▶ **DATA BLOCK**:
+ + + + +
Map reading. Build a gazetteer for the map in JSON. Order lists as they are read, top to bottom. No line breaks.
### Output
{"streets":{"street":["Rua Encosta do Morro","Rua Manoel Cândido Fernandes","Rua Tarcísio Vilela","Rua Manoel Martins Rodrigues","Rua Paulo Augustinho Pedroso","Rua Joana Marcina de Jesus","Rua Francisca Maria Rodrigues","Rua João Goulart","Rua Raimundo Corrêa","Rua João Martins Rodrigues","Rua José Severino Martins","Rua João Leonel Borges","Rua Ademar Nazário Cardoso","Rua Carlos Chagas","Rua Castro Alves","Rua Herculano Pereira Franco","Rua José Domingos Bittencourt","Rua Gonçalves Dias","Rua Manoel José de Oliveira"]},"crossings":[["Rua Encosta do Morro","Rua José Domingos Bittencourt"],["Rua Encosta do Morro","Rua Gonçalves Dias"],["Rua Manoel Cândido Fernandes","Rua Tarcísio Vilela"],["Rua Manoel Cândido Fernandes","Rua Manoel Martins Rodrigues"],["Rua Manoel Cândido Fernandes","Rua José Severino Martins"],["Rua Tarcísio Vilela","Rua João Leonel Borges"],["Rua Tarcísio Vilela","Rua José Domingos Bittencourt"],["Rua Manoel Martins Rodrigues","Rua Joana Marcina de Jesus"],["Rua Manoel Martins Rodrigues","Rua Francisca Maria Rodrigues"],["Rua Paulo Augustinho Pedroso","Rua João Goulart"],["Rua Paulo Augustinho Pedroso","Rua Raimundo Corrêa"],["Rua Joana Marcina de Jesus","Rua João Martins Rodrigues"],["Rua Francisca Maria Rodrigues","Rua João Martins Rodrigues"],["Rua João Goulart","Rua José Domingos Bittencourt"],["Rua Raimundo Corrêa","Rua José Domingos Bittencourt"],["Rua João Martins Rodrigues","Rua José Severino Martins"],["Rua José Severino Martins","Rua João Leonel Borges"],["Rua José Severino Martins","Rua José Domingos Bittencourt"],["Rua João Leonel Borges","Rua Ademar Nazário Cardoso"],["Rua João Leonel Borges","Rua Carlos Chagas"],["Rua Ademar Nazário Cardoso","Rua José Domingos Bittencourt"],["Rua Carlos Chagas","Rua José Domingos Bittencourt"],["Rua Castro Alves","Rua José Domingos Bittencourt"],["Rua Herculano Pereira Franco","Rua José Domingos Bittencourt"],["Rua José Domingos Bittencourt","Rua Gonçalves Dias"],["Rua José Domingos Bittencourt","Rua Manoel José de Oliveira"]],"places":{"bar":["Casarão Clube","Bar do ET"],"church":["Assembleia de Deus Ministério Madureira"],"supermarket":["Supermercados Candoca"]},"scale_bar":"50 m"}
+ + + + +
▶ **AIM OF THE TASK**: Including any blank lines, repeat the data exactly.

▶ **ANSWER SPACE**:
Map reading. Build a gazetteer for the map in JSON. Order lists as they are read, top to bottom. No line breaks.
### Output
{"streets":{"street":["Rua Encosta do Morro","Rua Manoel Cândido Fernandes","Rua Tarcísio Vilela","Rua Manoel Martins Rodrigues","Rua Paulo Augustinho Pedroso","Rua Joana Marcina de Jesus","Rua Francisca Maria Rodrigues","Rua João Goulart","Rua Raimundo Corrêa","Rua João Martins Rodrigues","Rua José Severino Martins","Rua João Leonel Borges","Rua Ademar Nazário Cardoso","Rua Carlos Chagas","Rua Castro Alves","Rua Herculano Pereira Franco","Rua José Domingos Bittencourt","Rua Gonçalves Dias","Rua Manoel José de Oliveira"]},"crossings":[["Rua Encosta do Morro","Rua José Domingos Bittencourt"],["Rua Encosta do Morro","Rua Gonçalves Dias"],["Rua Manoel Cândido Fernandes","Rua Tarcísio Vilela"],["Rua Manoel Cândido Fernandes","Rua Manoel Martins Rodrigues"],["Rua Manoel Cândido Fernandes","Rua José Severino Martins"],["Rua Tarcísio Vilela","Rua João Leonel Borges"],["Rua Tarcísio Vilela","Rua José Domingos Bittencourt"],["Rua Manoel Martins Rodrigues","Rua Joana Marcina de Jesus"],["Rua Manoel Martins Rodrigues","Rua Francisca Maria Rodrigues"],["Rua Paulo Augustinho Pedroso","Rua João Goulart"],["Rua Paulo Augustinho Pedroso","Rua Raimundo Corrêa"],["Rua Joana Marcina de Jesus","Rua João Martins Rodrigues"],["Rua Francisca Maria Rodrigues","Rua João Martins Rodrigues"],["Rua João Goulart","Rua José Domingos Bittencourt"],["Rua Raimundo Corrêa","Rua José Domingos Bittencourt"],["Rua João Martins Rodrigues","Rua José Severino Martins"],["Rua José Severino Martins","Rua João Leonel Borges"],["Rua José Severino Martins","Rua José Domingos Bittencourt"],["Rua João Leonel Borges","Rua Ademar Nazário Cardoso"],["Rua João Leonel Borges","Rua Carlos Chagas"],["Rua Ademar Nazário Cardoso","Rua José Domingos Bittencourt"],["Rua Carlos Chagas","Rua José Domingos Bittencourt"],["Rua Castro Alves","Rua José Domingos Bittencourt"],["Rua Herculano Pereira Franco","Rua José Domingos Bittencourt"],["Rua José Domingos Bittencourt","Rua Gonçalves Dias"],["Rua José Domingos Bittencourt","Rua Manoel José de Oliveira"]],"places":{"bar":["Casarão Clube","Bar do ET"],"church":["Assembleia de Deus Ministério Madureira"],"supermarket":["Supermercados Candoca"]},"scale_bar":"50 m"}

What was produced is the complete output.